I’ve been friends with Laurie since I was 5 years old, and she was 4, and we met on the sidewalk outside our homes on Winthrop Drive in Elyria, Ohio. (She will dispute this.) It’s been 31 years of being best, best friends.
Nobody knows me like Laurie does. She knows all the ex-boyfriends, bad fashion decisions, friend drama, work history, running history, baby-making and baby-losing history. She knows what worries me, makes me happy and annoys me.
We haven’t lived near each other for about 15 years, but we have a long history of written correspondence, and we continue that with regular emails.
Brief history: We met as kindergarteners, and then our parents both moved to apartments, again, right next door to each other. Then she moved to Florida, and I moved to Rhode Island. We lost touch. My parents divorced. One summer, I was in Ohio visiting my dad when he randomly ran into her dad at Cedar Point, in Sandusky, Ohio. Believe it or not, Laurie and her family were there on a trip. We reconnected — joyfully — and vowed to stay in touch. We did, through letters, for the next several years.
She came to visit me in high school. Then I went to visit her in college. And when she needed to make some changes in her life, she chose to come and live with me in Athens, Ohio, while I finished school and she waited tables. She started a new life there, and we continued our friendship — over coffee, cigarettes, magazines and more at our kitchen table in our dilapidated college house we shared with a group of guys.
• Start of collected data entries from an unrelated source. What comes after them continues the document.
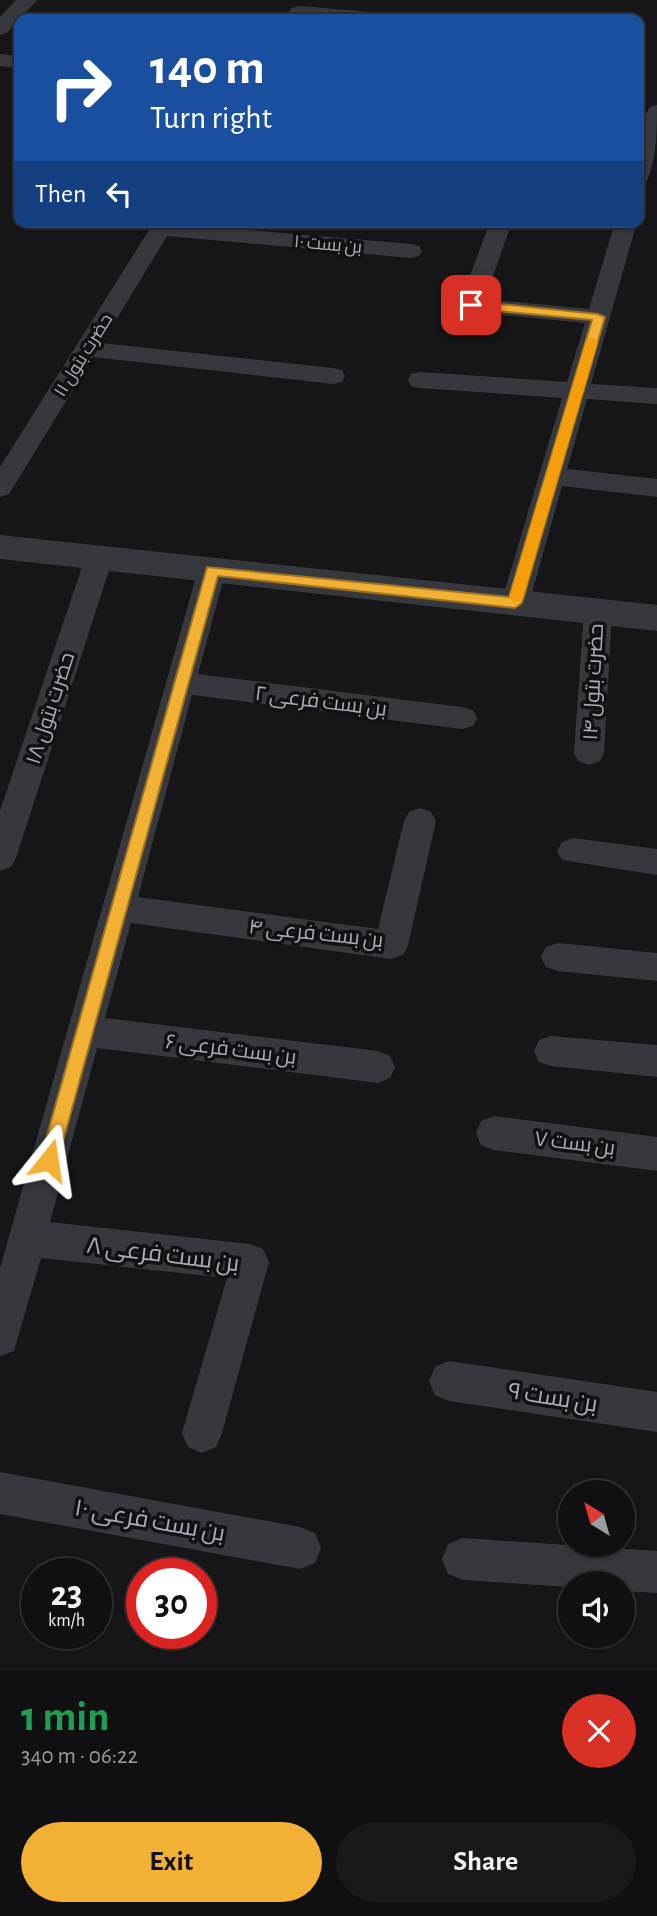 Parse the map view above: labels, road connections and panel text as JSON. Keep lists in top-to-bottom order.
{
  "streets": {
    "street": [
      "بن بست ۱۰",
      "حضرت بتول ۱۱",
      "حضرت بتول ۱۴",
      "بن بست فرعی ۲",
      "حضرت بتول ۱۸",
      "بن بست فرعی ۴",
      "بن بست فرعی ۶",
      "بن بست ۷",
      "بن بست فرعی ۸",
      "بن بست ۹",
      "بن بست فرعی ۱۰"
    ]
  },
  "north": "top left",
  "page": {
    "turn": ["140 m", "Turn right"],
    "then": "Then",
    "speed": "23 km/h",
    "limit": "30",
    "heading": ["1 min", "340 m · 06:22"],
    "buttons": ["Exit", "Share"]
  }
} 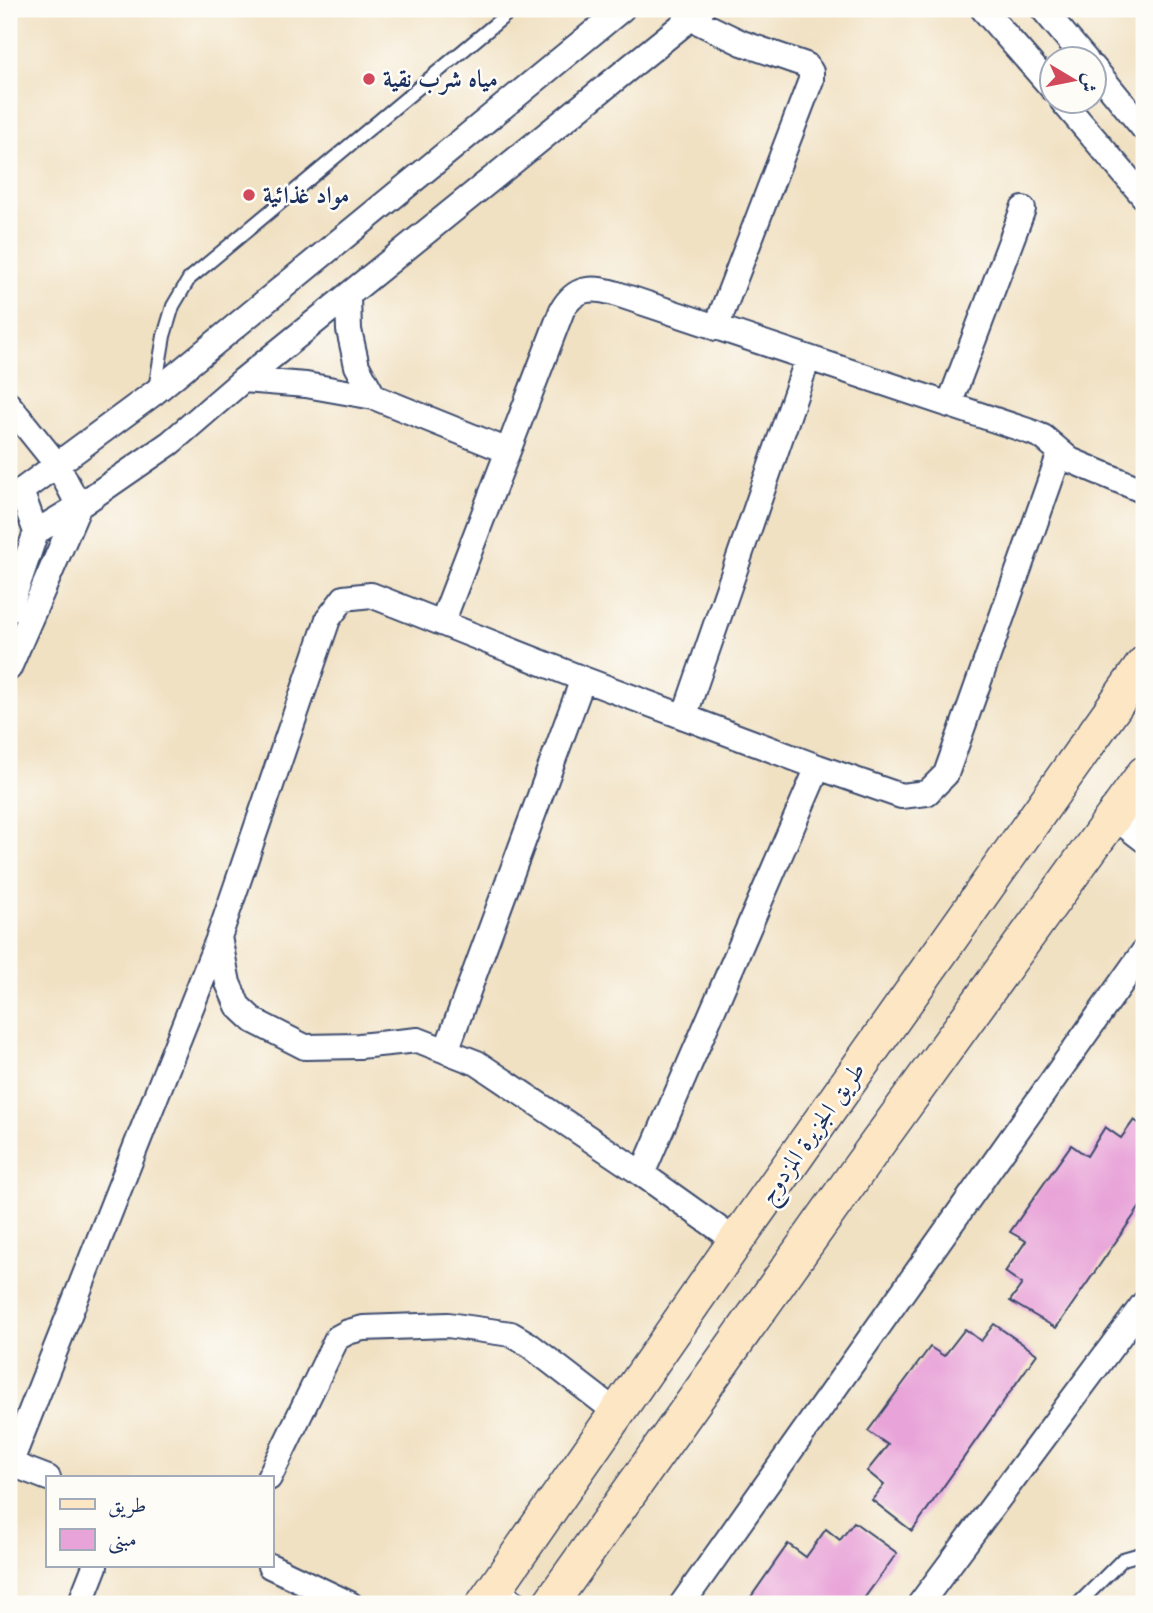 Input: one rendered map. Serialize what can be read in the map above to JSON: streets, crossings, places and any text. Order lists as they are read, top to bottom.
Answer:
{
  "streets": {
    "main road": ["طريق الجزيرة المزدوج"]
  },
  "places": ["مياه شرب نقية", "مواد غذائية"],
  "legend": ["طريق", "مبنى"],
  "north": "right"
} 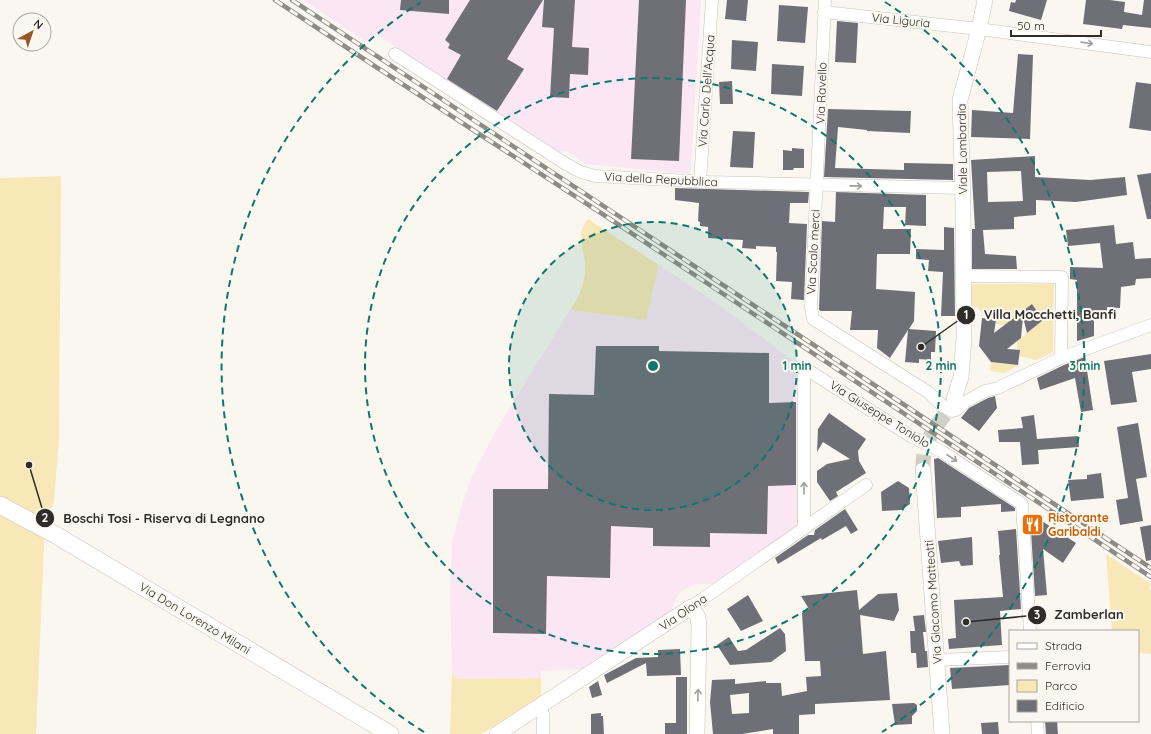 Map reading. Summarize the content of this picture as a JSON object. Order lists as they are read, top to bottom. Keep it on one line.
{"streets":{"main road":["Via Don Lorenzo Milani"],"street":["Via Liguria","Via Carlo Dell'Acqua","Via Ravello","Viale Lombardia","Via della Repubblica","Via Scalo merci","Via Giuseppe Toniolo","Via Giacomo Matteotti","Via Olona"]},"crossings":[["Via Liguria","Via Ravello"],["Via Liguria","Viale Lombardia"],["Via Carlo Dell'Acqua","Via della Repubblica"],["Via Ravello","Via della Repubblica"],["Via Ravello","Via Scalo merci"],["Viale Lombardia","Via della Repubblica"],["Via della Repubblica","Via Scalo merci"],["Via Giuseppe Toniolo","Via Olona"]],"one_way":["Via Liguria"],"places":{"other":["Villa Mocchetti, Banfi","Boschi Tosi - Riserva di Legnano","Zamberlan"],"restaurant":["Ristorante Garibaldi"]},"legend":["Strada","Ferrovia","Parco","Edificio"],"scale_bar":"50 m","north":"top right","rings":["1 min","2 min","3 min"]} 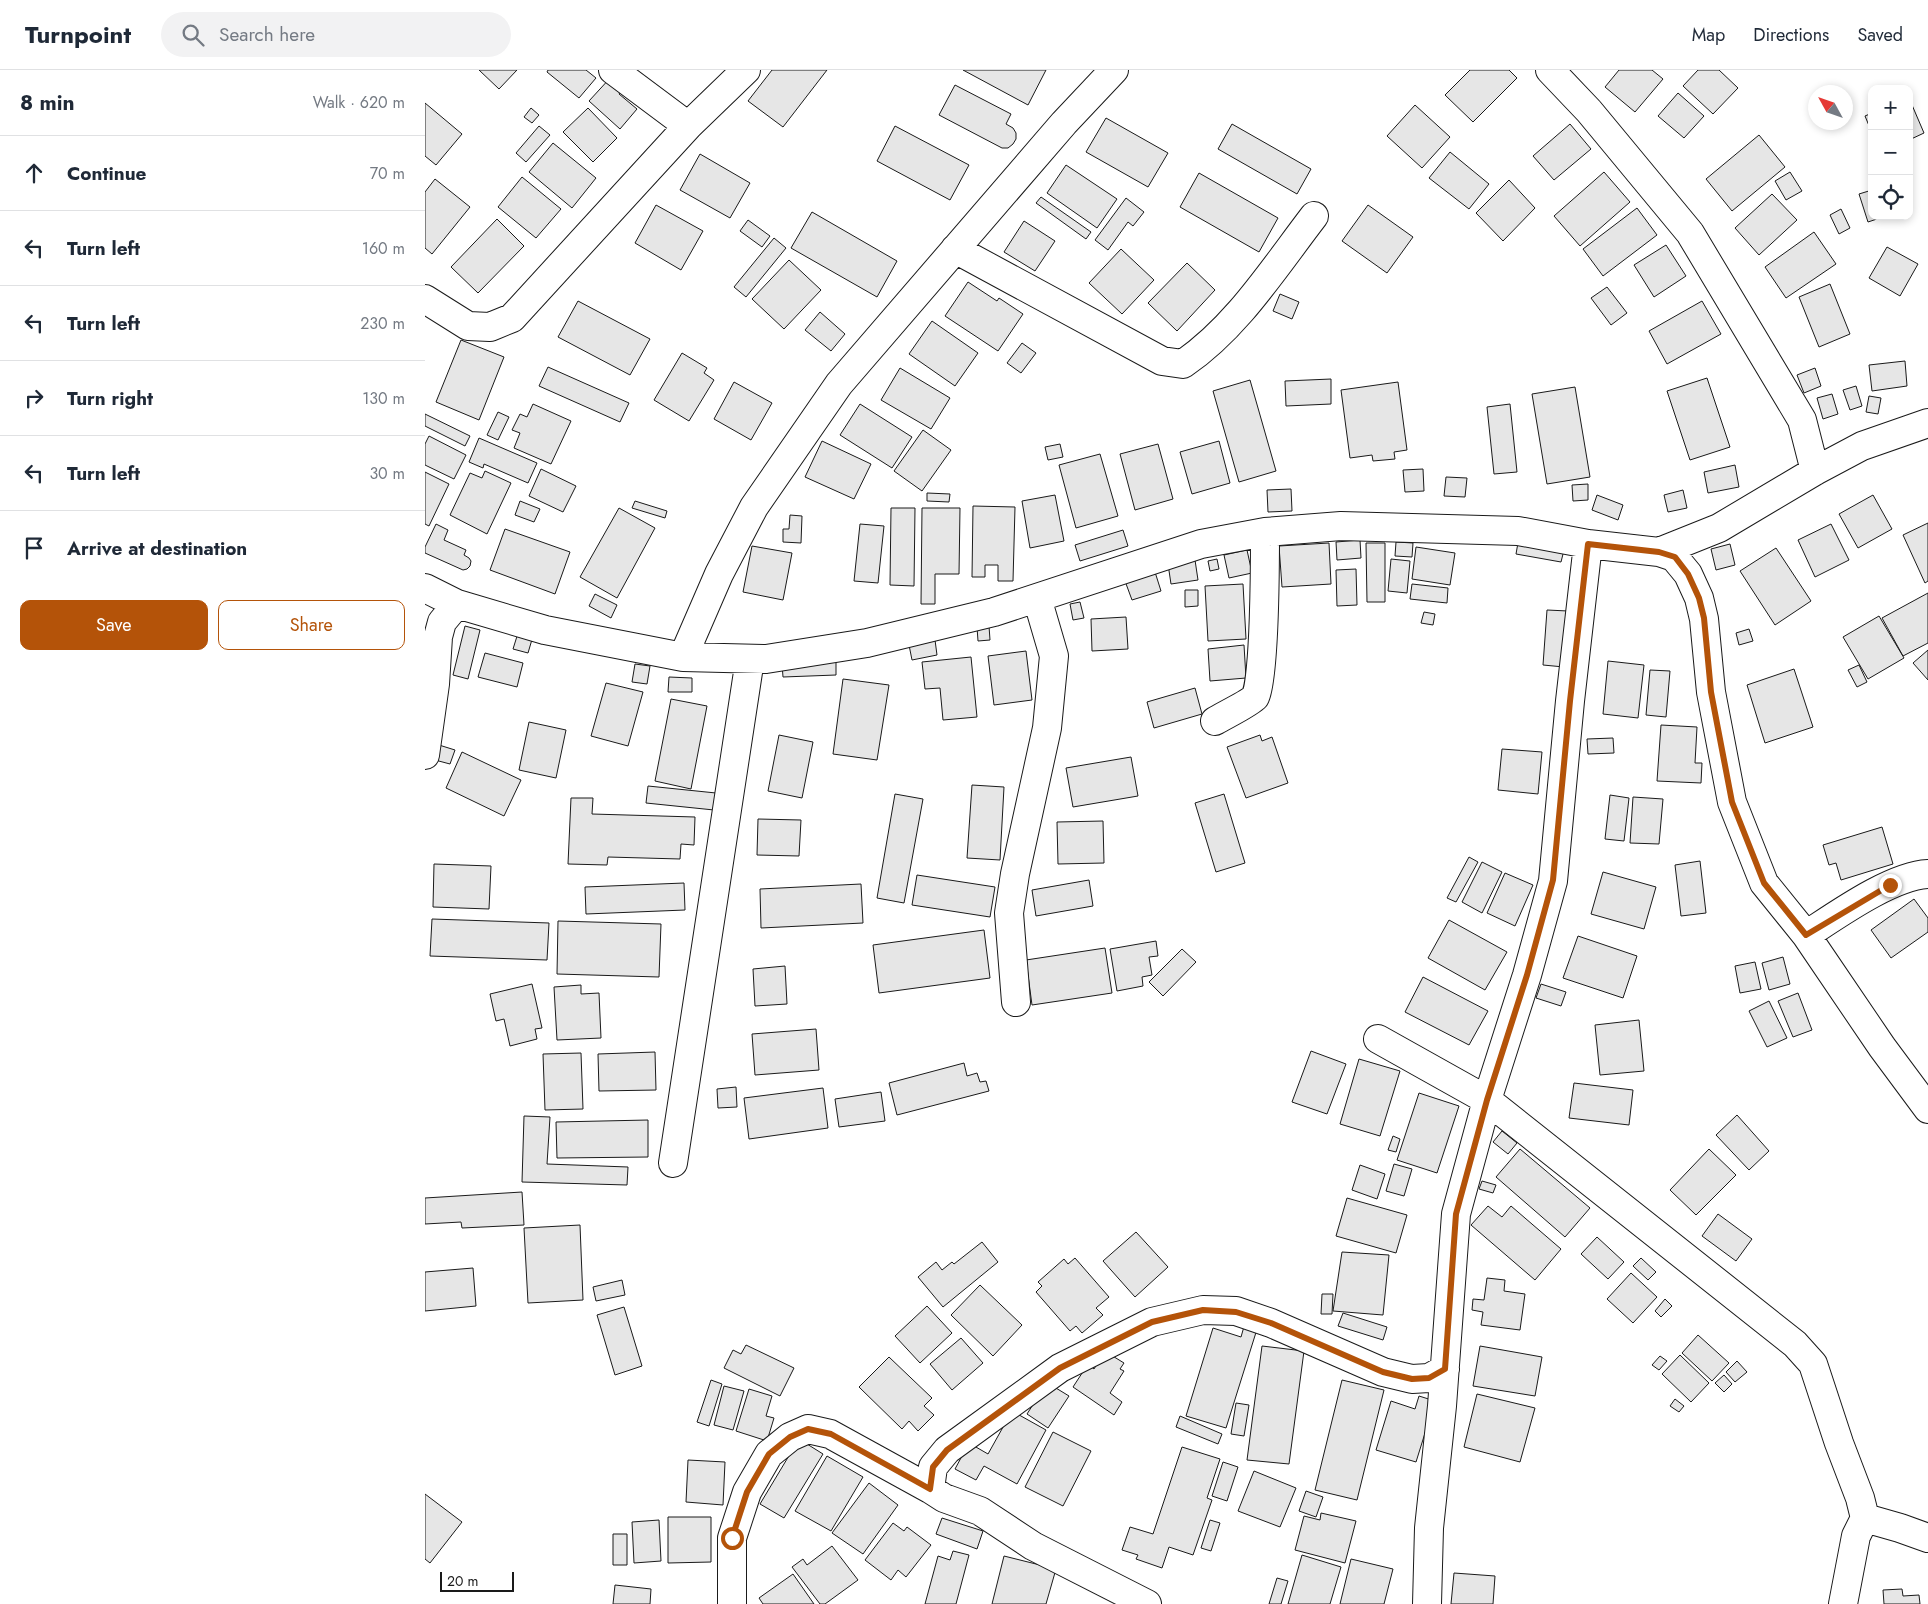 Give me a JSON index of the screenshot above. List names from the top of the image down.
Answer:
{
  "scale_bar": "20 m",
  "north": "top left",
  "page": {
    "header": "Turnpoint",
    "search": "Search here",
    "nav": ["Map", "Directions", "Saved"],
    "heading": ["8 min", "Walk · 620 m"],
    "map_buttons": ["+", "−"],
    "list": [
      ["Continue", "70 m"],
      ["Turn left", "160 m"],
      ["Turn left", "230 m"],
      ["Turn right", "130 m"],
      ["Turn left", "30 m"],
      "Arrive at destination"
    ],
    "buttons": ["Save", "Share"],
    "scale": "20 m"
  }
}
We’ve both moved around a lot in the past 15 years — I went from Ohio to Minnesota to South Dakota. She went from Ohio to Memphis, to Mississippi to Miami and now to Philadelphia.
We both got pregnant in 2008. But while mine led to Jack, hers ended in sadness. It was a challenge for our friendship — to celebrate one baby while mourning another. She was an incredible friend through it, selfless and kind and still interested in what was going on with me, even though I know it was painful for her. I hope I was even half the friend to her she was to me then.
She came here to visit in 2009, and took some of the most beautiful photos of Jack.
And this one, which I love:
And right after that visit, she found out she was pregnant. That pregnancy, too, ended sadly. But Laurie got pregnant again and had her daughter in March 2010. Beautiful Quinn Mary.One of my favorite parts of our friendship was the conversation I had with her when she went into labor — but was still in denial about it. She called me at work, and it was SO obvious that she was in labor, and she just kept thinking, nah, I don’t think so. Of course, Quinn was born that night. It was pretty funny to talk to her on the phone during her early labor.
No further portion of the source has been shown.